What you have to do: The word to find is "setLineDash". Copy each line of the material that contains it.

..............................

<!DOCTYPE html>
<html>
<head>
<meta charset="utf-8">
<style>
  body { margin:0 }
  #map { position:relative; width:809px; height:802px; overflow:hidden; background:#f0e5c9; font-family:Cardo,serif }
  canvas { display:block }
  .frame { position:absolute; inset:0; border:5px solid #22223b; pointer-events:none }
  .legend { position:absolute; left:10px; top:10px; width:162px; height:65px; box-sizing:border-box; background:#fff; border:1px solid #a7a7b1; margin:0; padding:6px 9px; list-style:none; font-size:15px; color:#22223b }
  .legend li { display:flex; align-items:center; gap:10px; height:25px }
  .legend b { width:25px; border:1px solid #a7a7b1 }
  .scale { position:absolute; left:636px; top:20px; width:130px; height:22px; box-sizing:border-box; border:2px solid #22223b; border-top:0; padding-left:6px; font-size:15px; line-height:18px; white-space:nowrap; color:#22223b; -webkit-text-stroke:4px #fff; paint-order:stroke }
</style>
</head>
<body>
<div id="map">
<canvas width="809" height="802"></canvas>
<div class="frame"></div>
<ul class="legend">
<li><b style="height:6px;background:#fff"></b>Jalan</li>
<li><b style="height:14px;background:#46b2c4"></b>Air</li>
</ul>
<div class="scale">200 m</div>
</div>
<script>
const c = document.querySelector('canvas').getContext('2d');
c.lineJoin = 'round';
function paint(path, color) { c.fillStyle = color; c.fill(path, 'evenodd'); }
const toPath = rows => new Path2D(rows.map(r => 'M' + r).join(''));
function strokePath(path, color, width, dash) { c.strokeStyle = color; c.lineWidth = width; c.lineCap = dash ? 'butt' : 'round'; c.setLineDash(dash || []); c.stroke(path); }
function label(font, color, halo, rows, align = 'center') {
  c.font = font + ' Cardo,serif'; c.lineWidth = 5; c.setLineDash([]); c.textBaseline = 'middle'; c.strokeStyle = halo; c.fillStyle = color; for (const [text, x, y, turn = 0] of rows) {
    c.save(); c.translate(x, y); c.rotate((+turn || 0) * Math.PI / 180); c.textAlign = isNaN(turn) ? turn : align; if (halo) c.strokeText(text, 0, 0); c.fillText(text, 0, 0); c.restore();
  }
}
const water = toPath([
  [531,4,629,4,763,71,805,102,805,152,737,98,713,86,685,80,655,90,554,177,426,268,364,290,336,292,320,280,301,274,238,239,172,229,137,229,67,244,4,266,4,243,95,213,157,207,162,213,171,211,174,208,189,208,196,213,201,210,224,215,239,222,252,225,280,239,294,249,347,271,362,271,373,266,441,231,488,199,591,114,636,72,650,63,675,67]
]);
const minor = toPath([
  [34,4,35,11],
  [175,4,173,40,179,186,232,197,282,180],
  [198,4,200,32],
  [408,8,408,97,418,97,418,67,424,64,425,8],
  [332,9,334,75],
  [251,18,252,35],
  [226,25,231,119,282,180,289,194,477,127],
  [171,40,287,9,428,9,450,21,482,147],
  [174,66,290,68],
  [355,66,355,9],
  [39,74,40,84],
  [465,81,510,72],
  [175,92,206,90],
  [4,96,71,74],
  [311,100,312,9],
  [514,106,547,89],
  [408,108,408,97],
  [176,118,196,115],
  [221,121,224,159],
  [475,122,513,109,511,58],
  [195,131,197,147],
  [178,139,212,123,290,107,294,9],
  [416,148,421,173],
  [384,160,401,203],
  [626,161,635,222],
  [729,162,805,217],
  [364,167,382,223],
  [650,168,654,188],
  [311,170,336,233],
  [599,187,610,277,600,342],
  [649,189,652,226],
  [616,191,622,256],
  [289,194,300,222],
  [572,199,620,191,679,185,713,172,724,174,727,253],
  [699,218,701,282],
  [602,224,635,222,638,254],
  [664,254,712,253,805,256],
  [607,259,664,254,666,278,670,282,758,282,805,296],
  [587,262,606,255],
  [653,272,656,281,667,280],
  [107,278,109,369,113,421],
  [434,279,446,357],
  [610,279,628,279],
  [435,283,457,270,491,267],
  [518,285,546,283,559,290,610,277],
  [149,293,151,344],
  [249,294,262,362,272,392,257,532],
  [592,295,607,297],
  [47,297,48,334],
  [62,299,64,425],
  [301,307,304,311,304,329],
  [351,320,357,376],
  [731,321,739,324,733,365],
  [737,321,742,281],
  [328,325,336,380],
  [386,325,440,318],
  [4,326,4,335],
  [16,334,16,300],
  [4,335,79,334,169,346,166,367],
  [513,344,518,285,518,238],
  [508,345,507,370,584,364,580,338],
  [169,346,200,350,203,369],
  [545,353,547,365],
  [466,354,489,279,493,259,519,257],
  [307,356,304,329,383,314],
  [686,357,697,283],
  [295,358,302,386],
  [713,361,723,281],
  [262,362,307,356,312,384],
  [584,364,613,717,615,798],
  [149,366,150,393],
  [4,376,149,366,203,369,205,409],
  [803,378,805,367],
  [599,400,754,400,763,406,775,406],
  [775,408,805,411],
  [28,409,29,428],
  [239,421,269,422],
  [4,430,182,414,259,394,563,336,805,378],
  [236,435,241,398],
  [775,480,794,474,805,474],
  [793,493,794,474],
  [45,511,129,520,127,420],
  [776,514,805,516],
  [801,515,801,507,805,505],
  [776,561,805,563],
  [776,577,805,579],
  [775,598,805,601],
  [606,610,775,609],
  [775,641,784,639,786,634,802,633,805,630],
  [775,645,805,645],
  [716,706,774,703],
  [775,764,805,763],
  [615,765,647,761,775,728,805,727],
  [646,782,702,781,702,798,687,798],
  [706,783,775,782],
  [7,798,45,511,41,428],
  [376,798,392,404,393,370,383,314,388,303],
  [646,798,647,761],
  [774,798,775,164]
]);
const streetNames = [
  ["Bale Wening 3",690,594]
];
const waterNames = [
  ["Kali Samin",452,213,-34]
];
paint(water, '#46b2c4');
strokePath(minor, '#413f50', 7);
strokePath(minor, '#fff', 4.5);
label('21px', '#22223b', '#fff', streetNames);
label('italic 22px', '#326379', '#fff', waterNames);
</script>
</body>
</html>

..............................

Answer to this exercise:
function strokePath(path, color, width, dash) { c.strokeStyle = color; c.lineWidth = width; c.lineCap = dash ? 'butt' : 'round'; c.setLineDash(dash || []); c.stroke(path); }
  c.font = font + ' Cardo,serif'; c.lineWidth = 5; c.setLineDash([]); c.textBaseline = 'middle'; c.strokeStyle = halo; c.fillStyle = color; for (const [text, x, y, turn = 0] of rows) {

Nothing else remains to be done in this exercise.